Stefan hatte sich den Road Runner, wie sie das mobile Aufnahmegerät nannten, geholt und war mit seinem Käfer zur Vohwinkler Halle gedüst. Natürlich war die Autobahn dicht gewesen - der Berufsverkehr war seit einer Stunde in vollem Gange. Er benötigte fast zwanzig Minuten für die Kaiserstraße, dann endlich hatte er sein Ziel erreicht. Auf den ersten Blick erkannte er zahlreiche auffällig-unauffällige Wagen von Kripo und Staatsanwaltschaft, die sich zu den Streifenwagen gesellten. Rettungswagen parkten unter der Schwebebahnhalle und versorgten noch immer die verletzten Fahrgäste. Männer und Frauen in weißen Kitteln rannten aufgeschreckt umher. Auf der anderen Straßenseite parkten zwei Übertragungswagen vom Fernsehen. Ein Unfall der Schwebebahn war selten, und entsprechend groß war das Interesse der Medien an einem derartigen Unglück mit dem sichersten Verkehrsmittel der Welt.

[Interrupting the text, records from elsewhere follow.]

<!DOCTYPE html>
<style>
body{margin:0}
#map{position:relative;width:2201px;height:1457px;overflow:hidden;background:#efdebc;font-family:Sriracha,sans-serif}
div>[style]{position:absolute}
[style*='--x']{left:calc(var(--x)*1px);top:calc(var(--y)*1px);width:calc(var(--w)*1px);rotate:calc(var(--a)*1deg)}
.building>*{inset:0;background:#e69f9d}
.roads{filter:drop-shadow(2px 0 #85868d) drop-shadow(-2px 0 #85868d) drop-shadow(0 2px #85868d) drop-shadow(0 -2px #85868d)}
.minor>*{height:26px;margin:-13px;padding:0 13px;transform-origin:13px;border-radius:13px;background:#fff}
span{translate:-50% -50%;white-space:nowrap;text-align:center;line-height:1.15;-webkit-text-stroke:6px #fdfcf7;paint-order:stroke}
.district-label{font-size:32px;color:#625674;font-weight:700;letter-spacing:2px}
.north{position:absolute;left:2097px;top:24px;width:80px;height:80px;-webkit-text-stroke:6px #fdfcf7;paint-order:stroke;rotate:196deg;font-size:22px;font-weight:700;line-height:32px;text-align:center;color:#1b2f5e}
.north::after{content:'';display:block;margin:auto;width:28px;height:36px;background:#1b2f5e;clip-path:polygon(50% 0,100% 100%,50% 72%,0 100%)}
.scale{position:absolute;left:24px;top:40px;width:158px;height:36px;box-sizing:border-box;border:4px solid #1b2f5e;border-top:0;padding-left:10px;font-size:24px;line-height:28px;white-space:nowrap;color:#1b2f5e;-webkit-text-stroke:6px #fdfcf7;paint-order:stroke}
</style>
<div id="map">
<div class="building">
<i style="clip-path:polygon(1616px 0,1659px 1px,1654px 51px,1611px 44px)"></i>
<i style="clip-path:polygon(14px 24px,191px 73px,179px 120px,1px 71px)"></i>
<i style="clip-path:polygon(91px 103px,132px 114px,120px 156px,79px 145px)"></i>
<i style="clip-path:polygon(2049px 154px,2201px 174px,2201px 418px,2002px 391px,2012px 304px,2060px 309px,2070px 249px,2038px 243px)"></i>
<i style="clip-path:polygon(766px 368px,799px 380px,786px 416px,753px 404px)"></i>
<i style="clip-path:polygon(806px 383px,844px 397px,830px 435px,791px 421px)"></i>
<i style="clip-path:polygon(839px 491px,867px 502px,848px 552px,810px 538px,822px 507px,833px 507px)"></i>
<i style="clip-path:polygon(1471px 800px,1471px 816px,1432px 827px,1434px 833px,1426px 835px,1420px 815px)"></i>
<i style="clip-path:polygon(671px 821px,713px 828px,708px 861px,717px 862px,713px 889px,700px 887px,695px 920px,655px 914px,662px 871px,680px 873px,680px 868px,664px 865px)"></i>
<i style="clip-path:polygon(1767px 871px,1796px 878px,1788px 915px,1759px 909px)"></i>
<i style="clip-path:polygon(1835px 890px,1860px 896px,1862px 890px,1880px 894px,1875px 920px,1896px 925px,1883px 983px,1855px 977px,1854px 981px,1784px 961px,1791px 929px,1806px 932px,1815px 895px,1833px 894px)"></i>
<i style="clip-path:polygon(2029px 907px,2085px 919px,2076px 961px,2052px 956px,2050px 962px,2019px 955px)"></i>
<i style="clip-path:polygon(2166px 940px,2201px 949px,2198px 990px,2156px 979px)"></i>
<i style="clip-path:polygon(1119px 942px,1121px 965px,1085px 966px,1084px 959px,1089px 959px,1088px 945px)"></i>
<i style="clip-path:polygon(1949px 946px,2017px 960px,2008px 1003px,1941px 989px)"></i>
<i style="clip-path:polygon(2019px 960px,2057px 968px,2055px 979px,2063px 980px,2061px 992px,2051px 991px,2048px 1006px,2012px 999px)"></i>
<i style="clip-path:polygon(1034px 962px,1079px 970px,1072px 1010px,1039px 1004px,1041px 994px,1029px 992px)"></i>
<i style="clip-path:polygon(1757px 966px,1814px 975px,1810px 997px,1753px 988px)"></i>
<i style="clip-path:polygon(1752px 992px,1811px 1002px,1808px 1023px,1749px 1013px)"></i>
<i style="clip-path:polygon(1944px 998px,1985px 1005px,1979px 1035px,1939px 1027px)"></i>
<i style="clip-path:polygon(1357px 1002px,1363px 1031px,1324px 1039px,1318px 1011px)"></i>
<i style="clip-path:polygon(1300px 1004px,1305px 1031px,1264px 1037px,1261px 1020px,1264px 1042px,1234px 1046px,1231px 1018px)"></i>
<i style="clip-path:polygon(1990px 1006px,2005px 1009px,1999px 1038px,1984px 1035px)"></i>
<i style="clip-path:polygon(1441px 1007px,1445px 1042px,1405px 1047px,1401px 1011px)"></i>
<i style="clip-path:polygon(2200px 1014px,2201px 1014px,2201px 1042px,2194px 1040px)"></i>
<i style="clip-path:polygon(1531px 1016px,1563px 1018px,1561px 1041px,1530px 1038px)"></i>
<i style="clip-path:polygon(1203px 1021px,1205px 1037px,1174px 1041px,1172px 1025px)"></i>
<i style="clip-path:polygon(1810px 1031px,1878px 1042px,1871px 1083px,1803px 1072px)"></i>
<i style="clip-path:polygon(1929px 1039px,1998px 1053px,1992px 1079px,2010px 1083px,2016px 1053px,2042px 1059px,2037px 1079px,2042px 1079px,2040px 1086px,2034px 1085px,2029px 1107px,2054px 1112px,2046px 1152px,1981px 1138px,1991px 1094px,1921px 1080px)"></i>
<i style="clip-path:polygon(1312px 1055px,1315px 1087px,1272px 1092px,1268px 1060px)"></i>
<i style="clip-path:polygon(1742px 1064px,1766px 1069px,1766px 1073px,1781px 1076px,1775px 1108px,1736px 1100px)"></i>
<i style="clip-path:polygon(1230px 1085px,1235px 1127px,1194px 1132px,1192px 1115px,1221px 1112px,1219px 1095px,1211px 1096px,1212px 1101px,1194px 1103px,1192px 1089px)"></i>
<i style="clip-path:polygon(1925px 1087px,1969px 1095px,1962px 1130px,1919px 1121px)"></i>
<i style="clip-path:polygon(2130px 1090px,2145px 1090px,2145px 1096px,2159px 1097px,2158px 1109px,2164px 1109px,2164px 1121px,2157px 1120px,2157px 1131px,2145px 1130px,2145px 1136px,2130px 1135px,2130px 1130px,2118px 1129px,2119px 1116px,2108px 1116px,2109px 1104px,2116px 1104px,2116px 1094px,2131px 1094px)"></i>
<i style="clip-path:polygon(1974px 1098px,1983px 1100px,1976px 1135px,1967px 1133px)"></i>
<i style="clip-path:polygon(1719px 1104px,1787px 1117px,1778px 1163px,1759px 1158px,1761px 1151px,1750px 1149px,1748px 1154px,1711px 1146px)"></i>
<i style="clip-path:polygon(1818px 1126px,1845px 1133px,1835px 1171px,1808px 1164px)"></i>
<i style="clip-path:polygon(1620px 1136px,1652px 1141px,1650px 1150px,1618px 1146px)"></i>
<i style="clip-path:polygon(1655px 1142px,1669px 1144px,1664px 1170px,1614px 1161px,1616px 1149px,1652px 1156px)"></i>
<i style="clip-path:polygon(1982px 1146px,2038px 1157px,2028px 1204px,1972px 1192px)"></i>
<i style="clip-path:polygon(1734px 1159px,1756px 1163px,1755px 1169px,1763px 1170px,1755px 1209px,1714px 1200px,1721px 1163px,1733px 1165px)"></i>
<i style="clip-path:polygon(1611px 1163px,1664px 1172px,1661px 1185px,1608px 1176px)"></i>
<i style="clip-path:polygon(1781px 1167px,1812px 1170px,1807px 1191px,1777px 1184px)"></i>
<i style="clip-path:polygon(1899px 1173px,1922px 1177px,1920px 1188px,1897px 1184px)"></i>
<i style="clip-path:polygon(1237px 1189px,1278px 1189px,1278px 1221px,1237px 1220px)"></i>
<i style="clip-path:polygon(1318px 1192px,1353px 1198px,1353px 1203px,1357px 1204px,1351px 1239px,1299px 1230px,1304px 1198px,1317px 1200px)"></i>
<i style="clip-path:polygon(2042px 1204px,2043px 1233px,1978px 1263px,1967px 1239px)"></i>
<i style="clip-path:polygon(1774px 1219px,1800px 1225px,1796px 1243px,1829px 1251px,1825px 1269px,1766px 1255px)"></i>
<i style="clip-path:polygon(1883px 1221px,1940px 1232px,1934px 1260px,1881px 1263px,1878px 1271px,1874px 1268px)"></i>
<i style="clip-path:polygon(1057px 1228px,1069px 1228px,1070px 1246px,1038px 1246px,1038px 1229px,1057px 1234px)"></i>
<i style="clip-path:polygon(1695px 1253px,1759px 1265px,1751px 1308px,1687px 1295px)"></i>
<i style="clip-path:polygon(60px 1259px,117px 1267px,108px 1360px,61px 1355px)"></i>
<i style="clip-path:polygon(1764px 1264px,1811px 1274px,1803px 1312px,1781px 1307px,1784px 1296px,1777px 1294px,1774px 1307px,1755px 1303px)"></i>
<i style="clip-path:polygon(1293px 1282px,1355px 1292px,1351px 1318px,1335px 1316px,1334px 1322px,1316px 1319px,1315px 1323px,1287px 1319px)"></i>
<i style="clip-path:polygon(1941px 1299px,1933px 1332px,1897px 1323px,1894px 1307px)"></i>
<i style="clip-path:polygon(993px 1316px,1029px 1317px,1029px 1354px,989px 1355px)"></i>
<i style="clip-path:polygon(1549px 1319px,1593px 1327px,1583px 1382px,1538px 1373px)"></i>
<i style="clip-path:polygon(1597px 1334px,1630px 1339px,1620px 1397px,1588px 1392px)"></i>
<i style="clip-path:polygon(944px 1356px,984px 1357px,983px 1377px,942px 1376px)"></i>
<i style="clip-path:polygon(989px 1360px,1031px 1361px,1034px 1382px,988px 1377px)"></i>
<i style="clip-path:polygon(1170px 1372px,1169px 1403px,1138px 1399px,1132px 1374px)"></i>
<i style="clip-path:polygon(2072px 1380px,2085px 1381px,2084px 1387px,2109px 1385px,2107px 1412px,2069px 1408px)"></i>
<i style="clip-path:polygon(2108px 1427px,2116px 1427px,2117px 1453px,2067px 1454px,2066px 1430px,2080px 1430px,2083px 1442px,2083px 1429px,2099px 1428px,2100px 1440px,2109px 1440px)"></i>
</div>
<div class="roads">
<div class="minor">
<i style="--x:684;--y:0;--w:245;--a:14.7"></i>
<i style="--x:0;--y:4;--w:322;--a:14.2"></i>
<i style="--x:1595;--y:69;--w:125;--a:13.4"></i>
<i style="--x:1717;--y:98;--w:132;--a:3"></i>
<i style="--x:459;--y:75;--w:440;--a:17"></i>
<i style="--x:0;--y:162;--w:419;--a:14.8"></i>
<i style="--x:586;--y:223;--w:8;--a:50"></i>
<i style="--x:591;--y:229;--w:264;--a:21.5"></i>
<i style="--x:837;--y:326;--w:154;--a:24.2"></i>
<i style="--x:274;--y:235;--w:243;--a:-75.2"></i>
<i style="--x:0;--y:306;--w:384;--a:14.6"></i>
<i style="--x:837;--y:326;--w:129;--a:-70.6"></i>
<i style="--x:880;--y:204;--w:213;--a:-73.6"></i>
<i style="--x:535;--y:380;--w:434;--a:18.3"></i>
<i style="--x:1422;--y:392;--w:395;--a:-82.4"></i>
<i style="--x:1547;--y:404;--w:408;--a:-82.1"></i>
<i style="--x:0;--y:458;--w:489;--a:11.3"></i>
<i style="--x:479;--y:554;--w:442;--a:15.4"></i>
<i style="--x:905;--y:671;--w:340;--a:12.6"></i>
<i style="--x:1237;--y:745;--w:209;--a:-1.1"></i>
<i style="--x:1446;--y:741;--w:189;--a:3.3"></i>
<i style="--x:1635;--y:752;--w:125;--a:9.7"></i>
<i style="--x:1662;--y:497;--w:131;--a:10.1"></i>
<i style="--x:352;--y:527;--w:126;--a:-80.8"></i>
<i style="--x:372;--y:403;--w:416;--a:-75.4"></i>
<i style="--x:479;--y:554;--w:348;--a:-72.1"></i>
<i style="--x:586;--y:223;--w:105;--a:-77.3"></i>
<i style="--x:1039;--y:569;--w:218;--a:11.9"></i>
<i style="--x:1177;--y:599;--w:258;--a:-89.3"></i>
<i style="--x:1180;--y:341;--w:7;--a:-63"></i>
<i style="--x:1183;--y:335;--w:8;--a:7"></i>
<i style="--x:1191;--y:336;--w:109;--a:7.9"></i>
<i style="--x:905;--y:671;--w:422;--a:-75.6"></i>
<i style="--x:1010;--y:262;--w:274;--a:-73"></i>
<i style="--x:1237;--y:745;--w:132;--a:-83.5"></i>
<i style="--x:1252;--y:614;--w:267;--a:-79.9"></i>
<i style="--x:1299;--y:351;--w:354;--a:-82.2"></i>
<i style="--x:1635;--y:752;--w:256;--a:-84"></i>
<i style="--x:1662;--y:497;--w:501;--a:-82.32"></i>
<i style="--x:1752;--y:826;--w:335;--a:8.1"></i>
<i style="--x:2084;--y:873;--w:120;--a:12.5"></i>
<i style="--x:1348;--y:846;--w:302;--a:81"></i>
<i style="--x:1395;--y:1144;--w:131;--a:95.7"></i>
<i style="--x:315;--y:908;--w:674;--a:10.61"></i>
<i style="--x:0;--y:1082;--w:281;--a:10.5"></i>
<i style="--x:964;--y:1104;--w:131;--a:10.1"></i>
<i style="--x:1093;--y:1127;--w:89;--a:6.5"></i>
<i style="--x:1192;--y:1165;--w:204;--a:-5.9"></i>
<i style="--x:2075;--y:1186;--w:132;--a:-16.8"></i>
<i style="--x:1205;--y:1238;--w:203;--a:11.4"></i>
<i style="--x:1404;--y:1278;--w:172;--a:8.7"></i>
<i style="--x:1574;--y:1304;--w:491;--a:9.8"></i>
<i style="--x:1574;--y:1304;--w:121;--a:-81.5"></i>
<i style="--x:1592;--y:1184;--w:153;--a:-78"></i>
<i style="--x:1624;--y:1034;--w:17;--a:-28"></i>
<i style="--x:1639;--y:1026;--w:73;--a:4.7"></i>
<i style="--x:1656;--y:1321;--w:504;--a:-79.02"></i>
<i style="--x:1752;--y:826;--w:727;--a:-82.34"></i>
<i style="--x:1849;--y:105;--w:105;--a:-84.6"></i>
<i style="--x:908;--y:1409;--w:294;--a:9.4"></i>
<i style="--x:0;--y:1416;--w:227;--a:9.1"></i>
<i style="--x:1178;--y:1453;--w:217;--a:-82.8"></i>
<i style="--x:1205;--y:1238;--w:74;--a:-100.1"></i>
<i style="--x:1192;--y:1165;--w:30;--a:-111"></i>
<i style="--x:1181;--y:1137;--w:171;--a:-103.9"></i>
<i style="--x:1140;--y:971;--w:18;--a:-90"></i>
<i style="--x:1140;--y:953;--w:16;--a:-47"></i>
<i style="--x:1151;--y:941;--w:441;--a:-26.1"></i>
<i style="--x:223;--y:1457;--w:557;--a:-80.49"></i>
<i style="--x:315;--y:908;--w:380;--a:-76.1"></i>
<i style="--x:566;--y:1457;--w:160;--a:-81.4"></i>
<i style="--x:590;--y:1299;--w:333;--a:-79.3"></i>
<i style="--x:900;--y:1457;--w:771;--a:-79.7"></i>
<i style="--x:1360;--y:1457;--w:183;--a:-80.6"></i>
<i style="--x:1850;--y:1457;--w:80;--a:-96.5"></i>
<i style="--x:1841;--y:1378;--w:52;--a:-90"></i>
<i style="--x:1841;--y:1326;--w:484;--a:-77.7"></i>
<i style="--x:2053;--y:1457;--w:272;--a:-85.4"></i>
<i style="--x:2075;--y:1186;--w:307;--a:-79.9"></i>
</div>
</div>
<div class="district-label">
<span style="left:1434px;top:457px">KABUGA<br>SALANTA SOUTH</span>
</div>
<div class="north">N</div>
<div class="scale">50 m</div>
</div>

Stefans Interesse galt der dichten Menschentraube vor dem Eingang der Schwebebahnstation. Es hatten sich unzählige Schaulustige eingefunden und waren in intensive Gespräche verwickelt.
»Der Fahrer war wohl sternhagelvoll, sonst hätte er ja die andere Schwebebahn gesehen, die im Bahnsteig wartete«, rief ein untersetzter Mann mit buschigen Augenbrauen.
»Quatsch, die Bahn war im Eimer - die Bremsen sollen versagt haben«, erwiderte sein Kumpel, ein langer Lulatsch mit schulterlangen, fettigen Haaren und einer krummen Boxernase.
»Wenn die Bremsen versagen, dann schaltet sich der Strom automatisch ab«, wusste ein kleiner Dicker und linste aus tückischen Augen zu seinem Freund hinauf, der dementierte.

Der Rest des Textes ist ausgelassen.